Das Motto eines Kapitels seiner Sendereihe lautete bspw. „Bauen und Bewahren“. Etwas bewahren lassen, hätte sich aber in Berlin, lediglich vor etwa 50 Jahren, bzw. weitere 30 Jahre zuvor, mit entsprechender polit. Weichenstellung …
Die Moderne „gescheitert“? – Alles verändert sich, auf die Moderne werden auch künftig Architekturen aufbauen, ohne die man schon heute nicht mehr auskommt.
Was wissen Sie denn über die Moderne? – Wenn man Ihre Beiträge liest erkennt der Leser leicht, dass Sie eigentlich gar nichts wissen.
Wahrlich, es gibt sehr viele schlechte Architektur, wobei Sie das an Beton, und Moderne nur bedingt festmachen können. Fest steht, dass „Kultur“ und „Kunst“ in der breiten Masse unseres Bürgertums scheinbar nicht angekommen sind, wie Sie bspw. an so manchem Sparkassengebäude in der Provinz, und vielen anderem erkennen können.
Glauben Sie die Moderne darauf reduzieren zu können? Lesen Sie doch erst einmal was das Anliegen des Bauhauses eigentlich war, sofern man von nur einem Anliegen überhaupt sprechen kann.
Zu einem breiten Bewusstsein hinsichtlich guter Kunst und Kultur, speziell Baukultur ist es in Deutschland nicht gekommen, dass hat seine Ursachen in den gesellschaftlichen Entwicklungen, und Geschehnissen in der ersten Hälfte des 20.Jahrhunderts.
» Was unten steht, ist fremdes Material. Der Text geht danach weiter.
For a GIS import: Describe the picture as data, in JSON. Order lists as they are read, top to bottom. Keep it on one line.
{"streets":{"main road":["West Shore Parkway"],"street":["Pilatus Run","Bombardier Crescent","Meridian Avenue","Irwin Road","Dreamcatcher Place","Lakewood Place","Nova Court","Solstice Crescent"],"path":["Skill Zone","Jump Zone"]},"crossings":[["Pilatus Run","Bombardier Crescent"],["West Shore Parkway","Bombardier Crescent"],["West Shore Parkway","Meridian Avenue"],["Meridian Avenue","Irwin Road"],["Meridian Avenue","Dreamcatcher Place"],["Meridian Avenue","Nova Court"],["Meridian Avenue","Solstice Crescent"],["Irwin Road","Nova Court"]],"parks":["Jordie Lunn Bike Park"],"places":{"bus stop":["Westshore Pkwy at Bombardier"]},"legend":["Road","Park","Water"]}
Diese hat man nicht verwunden, sondern nur verdrängt, bis auf den heutigen Tag.
Das Thema „heile Welt“ gab es ja schon einmal.
Auch D. Wieland hat darüber berichtet:
http://video.google.com/videoplay?docid=-7653672457074653046#
Die gezeigten Gebäude sind neu. „Rekonstruktionen“ im Sinne ihrer Erbauer, die vermeintliche Vorstellung von „heiler Welt“, die irgendwo in einer diffusen Vergangenheit liegen soll.
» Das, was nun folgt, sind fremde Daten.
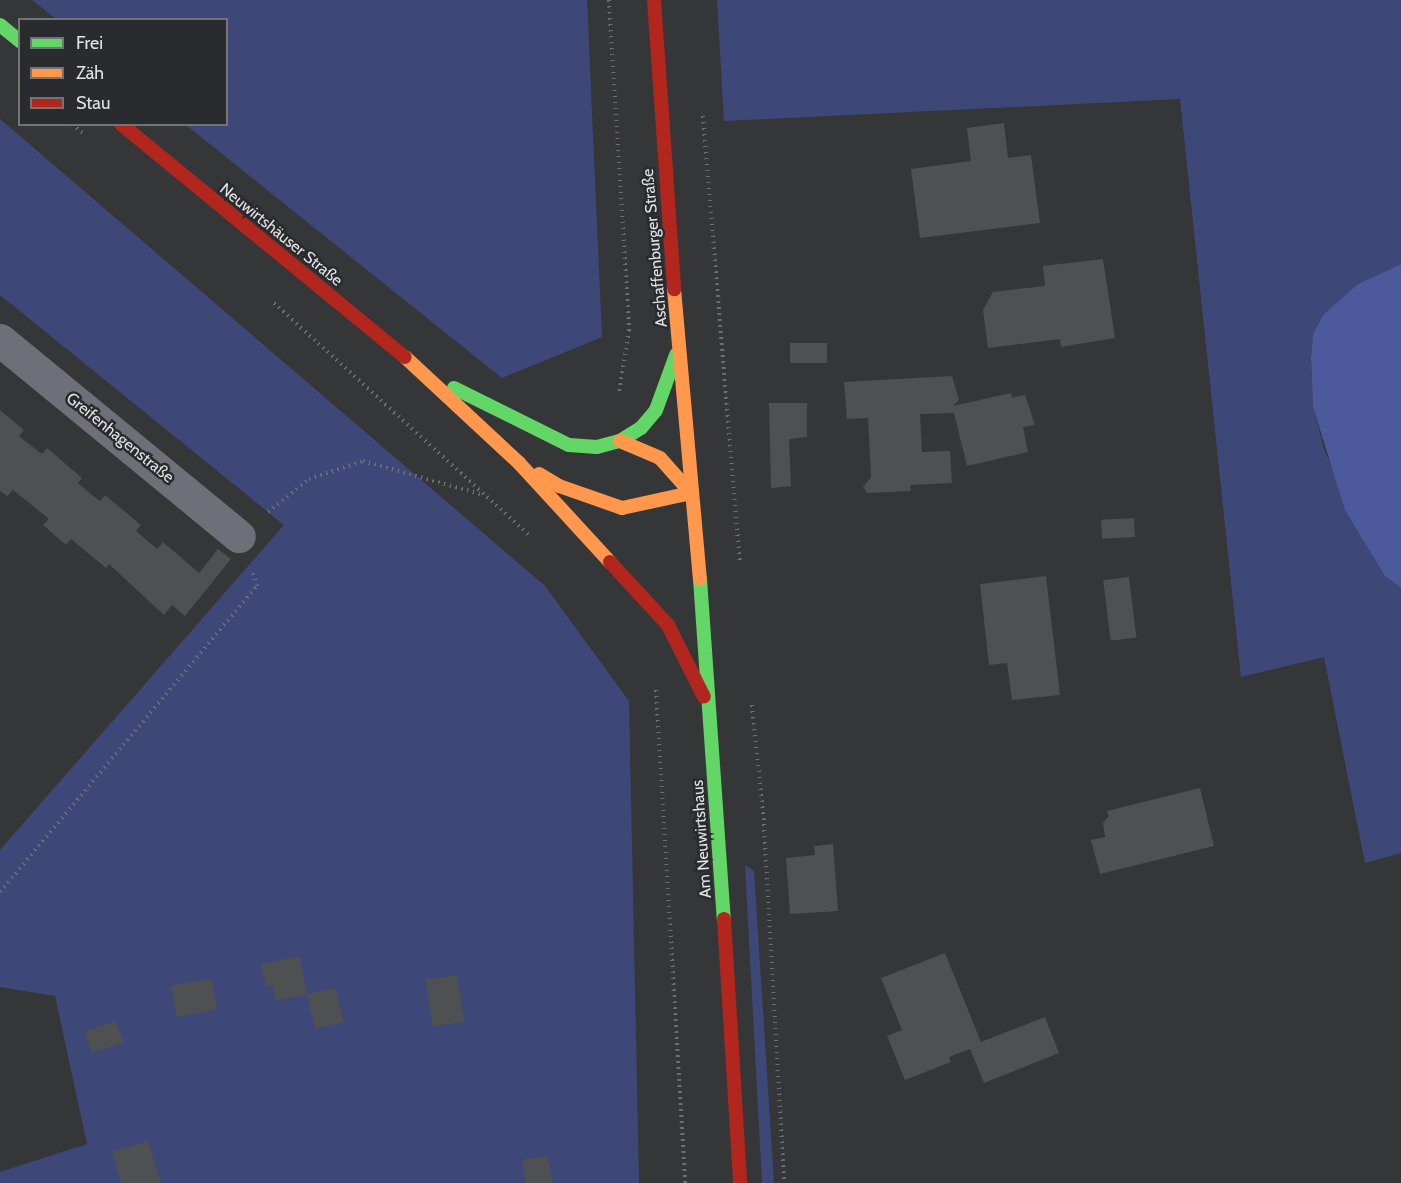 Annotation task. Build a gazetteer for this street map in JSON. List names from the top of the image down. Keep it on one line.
{"streets":{"main road":["Neuwirtshäuser Straße","Aschaffenburger Straße","Am Neuwirtshaus"],"street":["Greifenhagenstraße"]},"crossings":[["Neuwirtshäuser Straße","Aschaffenburger Straße"],["Neuwirtshäuser Straße","Am Neuwirtshaus"],["Aschaffenburger Straße","Am Neuwirtshaus"]],"legend":["Frei","Zäh","Stau"]}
Wohlgemerkt, das „Bürgertum“, der Mittelstand hat es vorgemacht, jene, ja sooft personengleich mit Bürgermeister, Gemeinde- oder Stadtrat. Der gleiche Personenkreis, der das letzte Wort hatte bei Ortsbebauungen und Gestaltungsplanung. Hand in Hand ging/geht das mit Immobilienfirmen, denen es durchaus nicht um gute Gestaltung geht, sondern wieder um den „Geschmack“ der Masse, und damit um garantierte Umsätze.
Berlin, eine Nummer größer, mit Schloßfassaden ist davon nicht weit weg. Tourismus ist doch das Wort was man hier immer anführt.
Was für ein Architekturverständnis glauben Sie, hat man denn ab den 60ern befördert? Welche „Architekten“ hat man denn so bauen lassen? Diese Eigenheime besitzen gewiss nicht das Innenleben des 18./19.Jh., wie auch die Schlossfassaden nur Deko-Elemente bleiben werden.
Ich möchte nur betonen, dass es am Verständnis der Bauherren liegt.
In anderen Regionen Europas ist es übrigens schon weitaus früher gelungen Kleingeistigkeit ablegen.